Roger Shank is a well-known expert on artificial intelligence, learning, and knowledge. He has been on a crusade to change the way kids are taught. He wants children to learn by doing and engage in more experimentation and reflection and spend less time on being tested on the so-called “body of knowledge that everyone must know.”Schank and Cleary (1995), p. 74.
If you want to learn to throw a football, drive a car, build a mouse trap, design a building, cook a stir fry, or be a management consultant, you must have a go at doing it. Throughout history, youths have been apprenticed to masters in order to learn a trade … Parents usually teach children in this way. They don’t give a series of lectures to their children to prepare them to walk, talk, climb, run, play a game, or learn how to behave. They just let their children do these things. If he throws poorly, he simply tries again. Parents tolerate sitting in the passenger seat while their teenager tries out the driver’s seat for the first time. It’s nerve-racking, but parents put up with it, because they know there’s no better way.… When it comes to school, however, instead of allowing students to learn by doing, we create courses of instruction to tell students about the theory of the task without concentrating on the doing of the task. It’s not easy to see how to apply apprenticeship to mass education. So in its place, we lecture.
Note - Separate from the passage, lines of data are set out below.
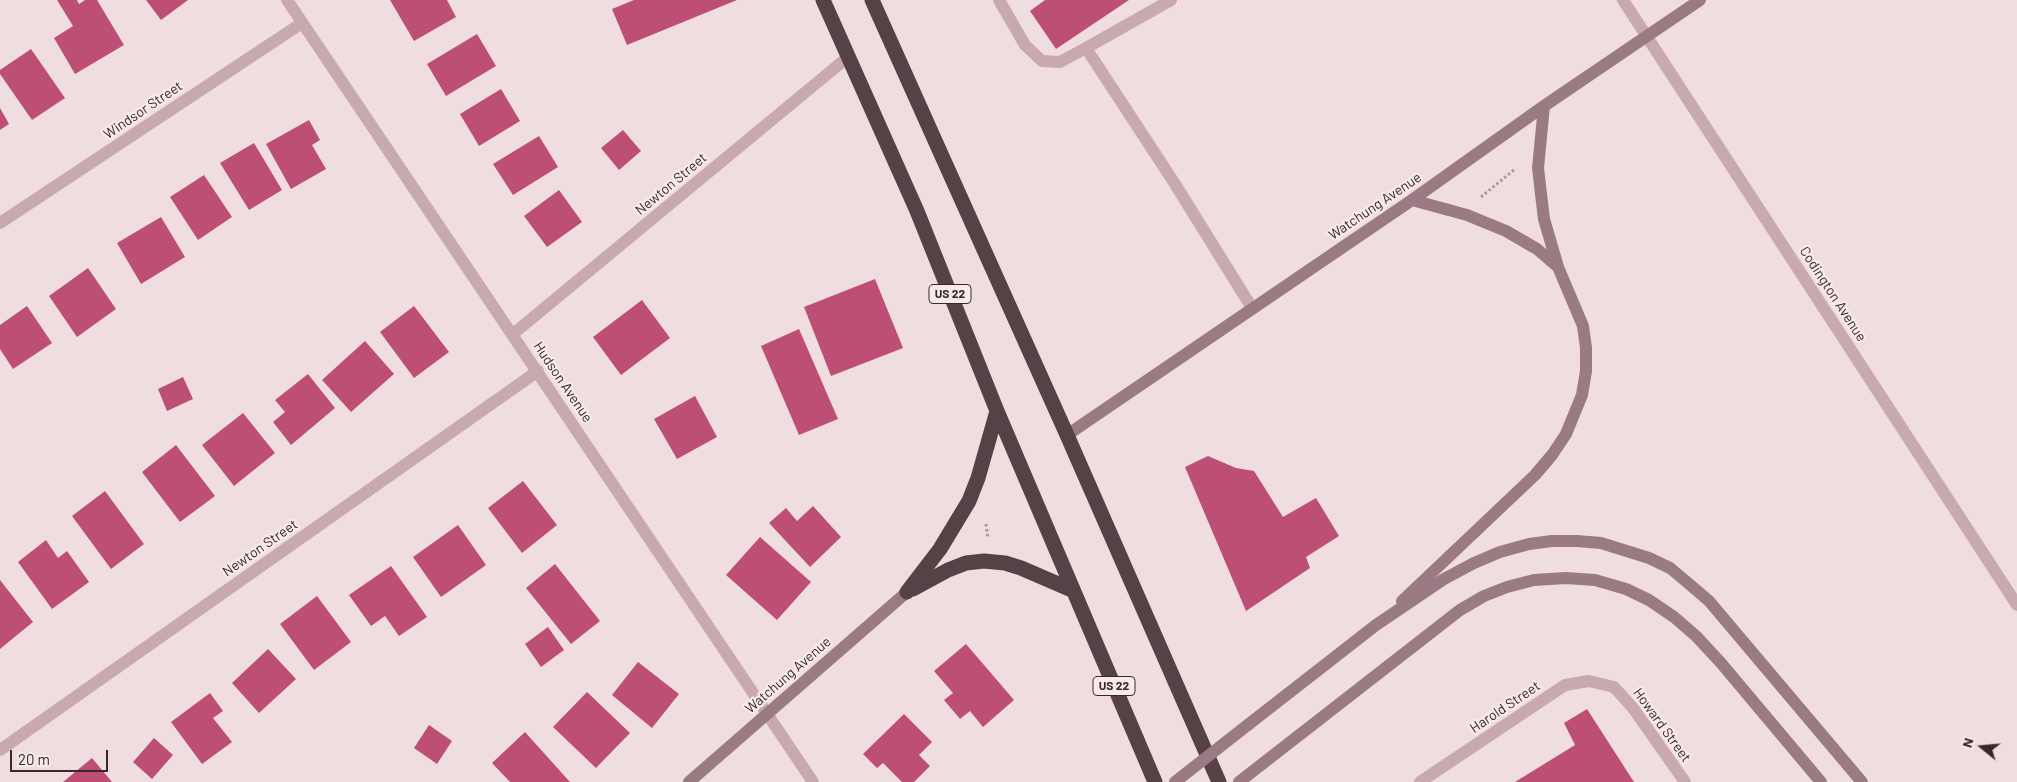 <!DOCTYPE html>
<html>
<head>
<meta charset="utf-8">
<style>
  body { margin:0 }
  #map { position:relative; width:2017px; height:782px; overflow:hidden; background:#f0dddf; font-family:Barlow,sans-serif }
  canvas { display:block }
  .north { position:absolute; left:1957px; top:722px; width:50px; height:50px; -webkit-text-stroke:4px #f8e9ea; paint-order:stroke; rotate:287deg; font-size:14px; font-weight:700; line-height:20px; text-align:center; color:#36292d }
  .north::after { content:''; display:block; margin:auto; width:18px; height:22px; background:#36292d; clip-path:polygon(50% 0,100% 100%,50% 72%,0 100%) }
  .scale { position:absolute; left:10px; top:750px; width:98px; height:22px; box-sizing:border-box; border:2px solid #36292d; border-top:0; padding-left:6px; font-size:15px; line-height:18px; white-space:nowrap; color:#36292d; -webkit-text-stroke:4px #f8e9ea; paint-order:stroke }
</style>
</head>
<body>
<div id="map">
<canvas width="2017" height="782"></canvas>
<div class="north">N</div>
<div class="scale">20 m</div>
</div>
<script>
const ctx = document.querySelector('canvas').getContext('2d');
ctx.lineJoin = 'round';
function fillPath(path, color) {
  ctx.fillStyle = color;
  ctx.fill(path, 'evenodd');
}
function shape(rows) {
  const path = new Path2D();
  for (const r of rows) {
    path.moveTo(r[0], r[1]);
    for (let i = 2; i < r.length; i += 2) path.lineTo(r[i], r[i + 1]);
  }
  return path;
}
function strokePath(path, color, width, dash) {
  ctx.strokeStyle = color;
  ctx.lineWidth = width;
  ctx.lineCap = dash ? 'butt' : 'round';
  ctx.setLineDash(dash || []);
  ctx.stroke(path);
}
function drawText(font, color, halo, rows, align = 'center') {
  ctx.font = font + ' Barlow,sans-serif';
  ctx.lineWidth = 4.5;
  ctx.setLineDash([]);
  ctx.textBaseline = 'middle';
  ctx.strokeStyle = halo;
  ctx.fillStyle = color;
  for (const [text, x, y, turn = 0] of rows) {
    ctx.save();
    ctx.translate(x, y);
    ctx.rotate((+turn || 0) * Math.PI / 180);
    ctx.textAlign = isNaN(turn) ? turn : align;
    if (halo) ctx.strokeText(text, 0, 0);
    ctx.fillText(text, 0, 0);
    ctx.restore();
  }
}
fillPath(shape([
  [57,0,77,0,79,4,85,0,97,0,124,45,75,74,54,38,73,26],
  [146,0,188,0,161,20],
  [390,0,447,0,456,17,414,41],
  [634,0,737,0,627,45,612,9],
  [1045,0,1129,0,1056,49,1030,11],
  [477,34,496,66,446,96,427,64],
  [31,49,65,98,32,120,0,74,0,70],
  [501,89,520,121,479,146,460,114],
  [0,108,9,124,0,130],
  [309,120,320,140,312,145,326,169,291,189,266,144],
  [623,130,641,151,619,170,601,148],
  [539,136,558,167,513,195,493,164],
  [254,143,282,190,249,210,220,163],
  [204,175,232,217,198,240,170,197],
  [559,190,582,222,547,247,524,216],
  [161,217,185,257,141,284,117,243],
  [88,268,116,309,77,337,49,296],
  [875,279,903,348,831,376,804,307],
  [642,300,670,338,621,375,593,337],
  [27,306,52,343,13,369,0,349,0,325],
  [414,306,449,352,414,378,380,332],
  [799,329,838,419,799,435,761,346],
  [365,341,394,374,351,412,322,380],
  [308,374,335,408,291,445,273,422,285,412,275,400],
  [183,377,193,399,167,411,158,389],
  [695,396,717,437,677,459,654,419],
  [243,413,275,453,234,486,202,445],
  [176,445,215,496,180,522,142,472],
  [1208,456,1236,468,1254,471,1283,517,1316,498,1339,536,1306,557,1310,568,1246,611,1185,467],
  [523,481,557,525,522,553,488,508],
  [105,491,144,544,111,569,72,516],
  [813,506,841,537,810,567,769,523,786,508,797,521],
  [458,525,486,565,441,597,413,557],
  [760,537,811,582,777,620,726,575],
  [46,540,58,558,67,551,89,582,52,609,18,562],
  [555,564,600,621,571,644,526,588],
  [391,566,427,617,399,636,385,616,371,626,349,595],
  [0,580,33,622,0,649],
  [317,596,351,642,314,670,280,624],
  [548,627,564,650,541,667,525,644],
  [966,644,1014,700,983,727,970,711,960,719,944,700,953,693,934,671],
  [268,649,296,679,259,713,232,683],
  [638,662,679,694,652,728,612,695],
  [587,692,630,733,596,768,553,727],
  [210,693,223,711,213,718,232,742,202,764,171,722],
  [1587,709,1634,782,1515,782,1575,745,1564,723],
  [904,714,932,742,919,755,930,766,914,782,902,782,883,763,877,768,863,754],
  [429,725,452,741,437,764,414,748],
  [525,732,570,782,510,782,492,763],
  [154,738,173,755,152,779,133,762],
  [92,758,112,782,63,782]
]), '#bd4f76');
strokePath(shape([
  [1481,197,1515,169],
  [986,524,988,539]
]), '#b49499', 3, [2.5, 2.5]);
strokePath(shape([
  [999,0,1025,45,1042,61,1060,62,1086,48],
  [1171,0,1086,48,1175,184,1252,308]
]), '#c8aaae', 12);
strokePath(shape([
  [287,0,813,782],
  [1623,0,2017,605],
  [0,223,302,23],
  [513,334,848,57],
  [0,750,538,371],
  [1420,782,1565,685,1589,681,1614,687,1633,708,1685,782]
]), '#c8aaae', 12);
strokePath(shape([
  [1412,200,1467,215,1506,231,1537,249,1558,267],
  [1067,435,1412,200,1544,106,1700,0],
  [1402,601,1535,475,1552,455,1566,434,1582,395,1586,371,1586,348,1583,326,1558,267,1544,219,1541,194,1538,168,1544,106],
  [1249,724,1376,625,1444,579,1474,563,1500,552,1529,544,1552,541,1577,541,1601,543,1649,558,1670,568,1688,583,1709,601,1862,782],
  [689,782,907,592],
  [1239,782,1460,610,1484,596,1507,587,1534,580,1566,578,1595,580,1626,589,1649,600,1674,617,1696,636,1721,663,1821,782]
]), '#9b7b83', 12);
strokePath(shape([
  [823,0,917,211,997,411,1155,782],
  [872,0,1067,435,1219,782],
  [913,589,948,570,966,563,984,561,1005,563,1021,568,1072,590],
  [907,592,940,549,969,501,978,478,997,411]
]), '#564147', 15);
strokePath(shape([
  [1175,782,1249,724]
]), '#9b7b83', 12);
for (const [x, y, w] of [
  [950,294,42],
  [1114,686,42]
]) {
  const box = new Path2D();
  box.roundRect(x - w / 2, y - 9.5, w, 19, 4);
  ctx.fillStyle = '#f8e9ea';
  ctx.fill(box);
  strokePath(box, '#36292d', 1);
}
drawText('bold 12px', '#36292d', null, [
  ["US 22",950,294],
  ["US 22",1114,686]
]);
drawText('14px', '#36292d', '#f8e9ea', [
  ["Windsor Street",143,110,-34],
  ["Newton Street",671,184,-40],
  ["Watchung Avenue",1375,206,-34],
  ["Codington Avenue",1833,294,57],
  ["Hudson Avenue",563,382,56],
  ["Newton Street",260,548,-35],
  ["Watchung Avenue",788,675,-41],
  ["Harold Street",1505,707,-34],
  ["Howard Street",1662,725,54]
]);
</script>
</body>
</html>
R&D is essentially learning-by-doing. Individuals and organizations benefit from learning-by-doing in the context of R&D because it builds up absorptive capacity.Cohen and Levinthal (1990). Absorptive capacity is simply a function of having previously developed knowledge structures in a particular domain (e.g., domain knowledge in medicine, baseball, networking, or memory chips). It gives an individual or an organization the ability to understand, assimilate, transfer, and exploit new knowledge and information and then to apply it to solving problems and developing commercially viable products.